Friday, January 20, 2012

Keep an Eye on the Calendar

Looks like it's not going to be the year of the fairy-tale themed films after all. It was announced yesterday that Bryan Singer's "Jack the Giant Killer" has been moved from June, 2012 to March, 2013. This comes on the heels of the news that Paramount pushed "Hansel and Gretel: Witch Hunters" back from March, 2012 all the way to January, 2013. That's not exactly a vote of confidence for either film. "Jack" supposedly needs more time for special effects, but it's more likely that the studio is wary of putting it out in the middle of a highly competitive summer season, and thinks that it will probably fare better with more breathing room in spring. "Hansel and Gretel," however, is clearly being dumped in the dead zone of January, which suggests the film is a stinker.

Before a single trailer is released, before a marketing campaign begins, or anyone gives an interview, you can usually predict a lot about a film's fortunes from its release date. The biggest moneymakers are released between May and July in the blockbuster season. Second stringers with smaller prospects pepper August, April, and March. More serious prestige pictures come after Labor Day, with a glut of them crammed into the last weeks of December. A few big crowd-pleasers are saved for the holidays, but watch out for stealth stinkers that get unloaded right afterwards. Currently we're in the middle of January, home to low-budget B-movies, wider rollouts for smaller awards contenders, and the leftover studio projects that nobody has much faith in or knows what to do with. How else to explain why Steven Soderbergh's critically praised, star-studded "Haywire," an action film starring newcomer Gina Carano, is being released now instead of as a blockbuster season primer, later in the spring? Or why George Lucas's period passion project "Red Tails" didn't come out in December, in time for awards consideration?

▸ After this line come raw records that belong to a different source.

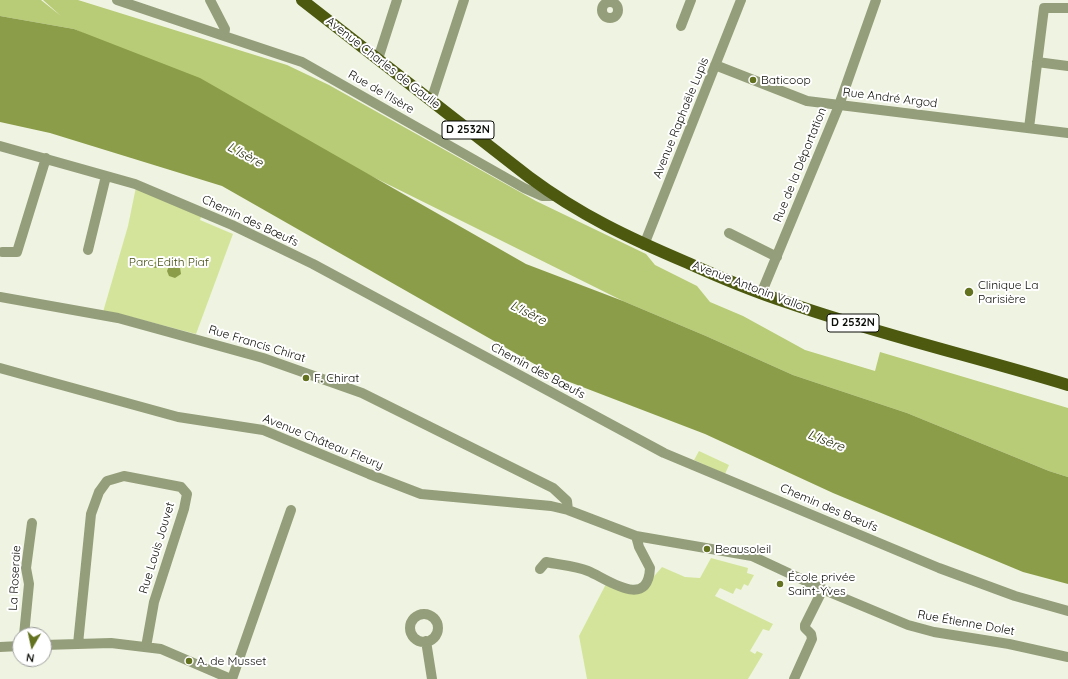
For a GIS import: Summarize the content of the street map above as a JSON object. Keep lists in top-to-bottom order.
{
  "streets": {
    "main road": ["Avenue Charles de Gaulle", "D 2532N", "Avenue Antonin Vallon"],
    "street": [
      "Rue de l'Isère",
      "Rue André Argod",
      "Avenue Raphaële Lupis",
      "Rue de la Déportation",
      "Chemin des Bœufs",
      "Rue Francis Chirat",
      "Avenue Château Fleury",
      "Rue Louis Jouvet",
      "La Roseraie",
      "Rue Étienne Dolet"
    ]
  },
  "crossings": [
    ["Avenue Charles de Gaulle", "Rue de l'Isère"],
    ["Avenue Charles de Gaulle", "Avenue Raphaële Lupis"],
    ["Avenue Charles de Gaulle", "Avenue Antonin Vallon"],
    ["Rue André Argod", "Avenue Raphaële Lupis"],
    ["Rue André Argod", "Rue de la Déportation"],
    ["Avenue Raphaële Lupis", "Avenue Antonin Vallon"],
    ["Rue de la Déportation", "Avenue Antonin Vallon"],
    ["Rue Francis Chirat", "Avenue Château Fleury"],
    ["Rue Francis Chirat", "Rue Étienne Dolet"],
    ["Avenue Château Fleury", "Rue Étienne Dolet"]
  ],
  "water": ["L'Isère"],
  "parks": ["Parc Edith Piaf"],
  "places": [
    "Baticoop",
    "Clinique La Parisière",
    "F. Chirat",
    "Beausoleil",
    "École privée Saint-Yves",
    "A. de Musset"
  ],
  "north": "bottom"
}
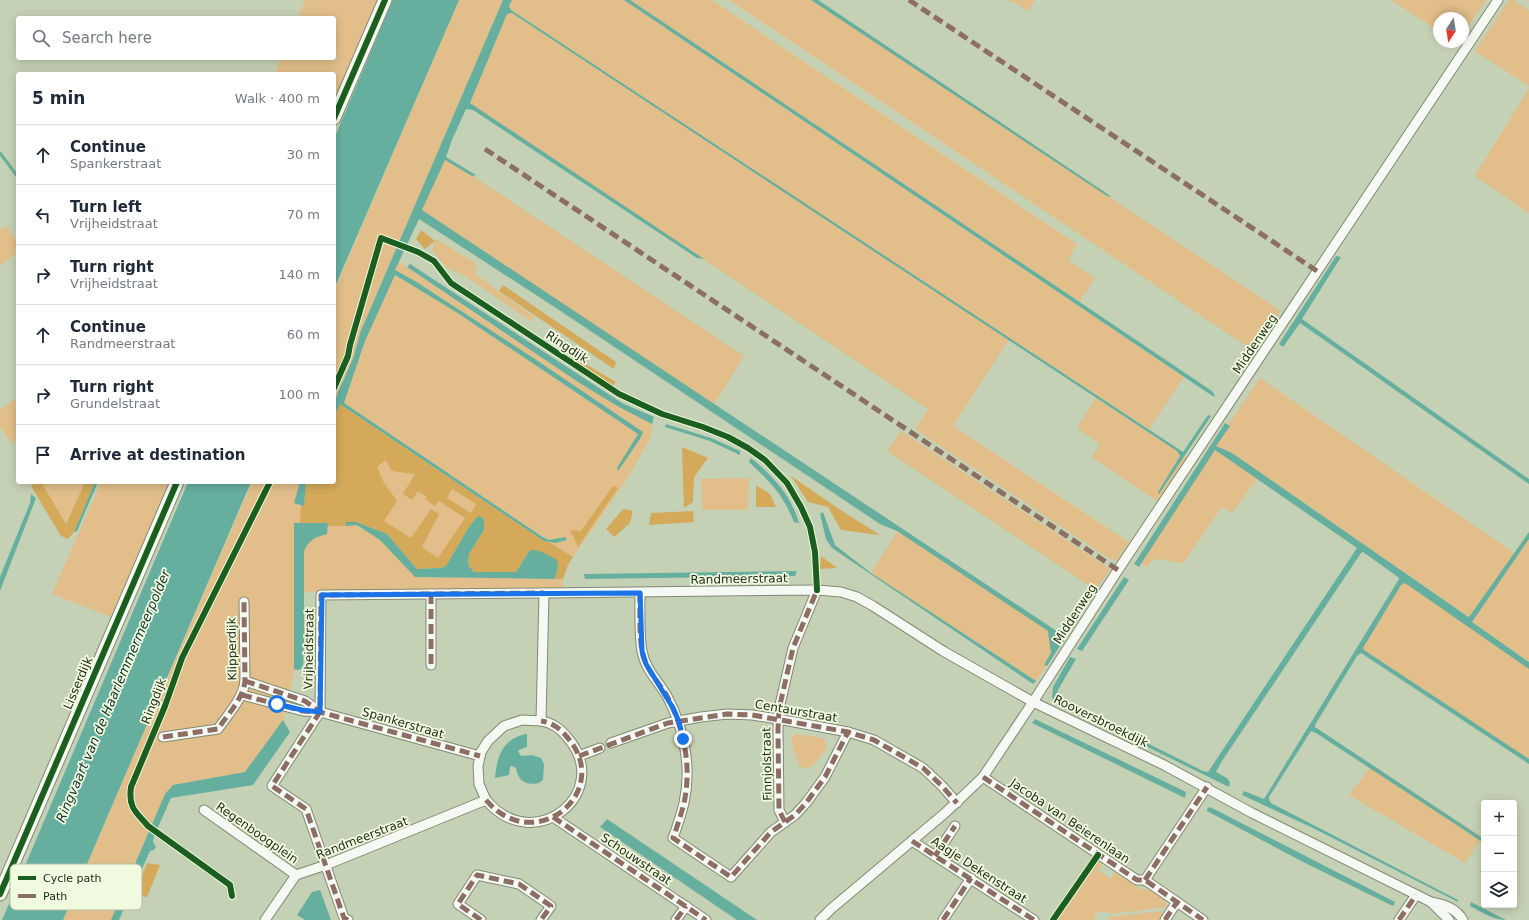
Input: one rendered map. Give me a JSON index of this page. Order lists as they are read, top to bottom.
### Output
{
  "streets": {
    "street": [
      "Middenweg",
      "Randmeerstraat",
      "Klipperdijk",
      "Vrijheidstraat",
      "Lisserdijk",
      "Centaurstraat",
      "Rooversbroekdijk",
      "Spankerstraat",
      "Finnjolstraat",
      "Jacoba van Beierenlaan",
      "Regenboogplein",
      "Schouwstraat",
      "Aagje Dekenstraat"
    ],
    "cycle path": ["Ringdijk"]
  },
  "crossings": [
    ["Middenweg", "Randmeerstraat"],
    ["Middenweg", "Rooversbroekdijk"],
    ["Randmeerstraat", "Vrijheidstraat"],
    ["Randmeerstraat", "Rooversbroekdijk"],
    ["Randmeerstraat", "Spankerstraat"],
    ["Randmeerstraat", "Finnjolstraat"],
    ["Randmeerstraat", "Regenboogplein"],
    ["Randmeerstraat", "Schouwstraat"],
    ["Klipperdijk", "Spankerstraat"],
    ["Vrijheidstraat", "Spankerstraat"],
    ["Centaurstraat", "Finnjolstraat"],
    ["Spankerstraat", "Schouwstraat"]
  ],
  "water": ["Ringvaart van de Haarlemmermeerpolder"],
  "legend": ["Cycle path", "Path"],
  "north": "bottom",
  "page": {
    "search": "Search here",
    "heading": ["5 min", "Walk · 400 m"],
    "list": [
      ["Continue", "Spankerstraat", "30 m"],
      ["Turn left", "Vrijheidstraat", "70 m"],
      ["Turn right", "Vrijheidstraat", "140 m"],
      ["Continue", "Randmeerstraat", "60 m"],
      ["Turn right", "Grundelstraat", "100 m"],
      "Arrive at destination"
    ],
    "map_buttons": ["+", "−"]
  }
}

To be fair, there are some films that will pull in a certain audience no matter when they're scheduled, and the studios know that and act accordingly. Independent films are their own universe. Horror movies, low budget action movies, romantic comedies, and cheaper kids' films can come out in November or February without immediately raising eyebrows. After all, something has to play on President's Day weekend, and there's still a perfectly good chance to reap a profit from the less glamorous release dates. In recent years there have been a lot of solid hits that have come out of the traditionally slower winter months, most notably Disney's "Alice in Wonderland," which was released in early March and expected to fizzle quickly, but proceeded to gross over a billion dollars worldwide. Microbudget horror film "The Devil Inside," turned heads recently with an opening weekend of $33 million, the third highest ever for January. Sure, everybody hated it, but it proved there was an audience willing to come out to see that kind of film at that time of the year.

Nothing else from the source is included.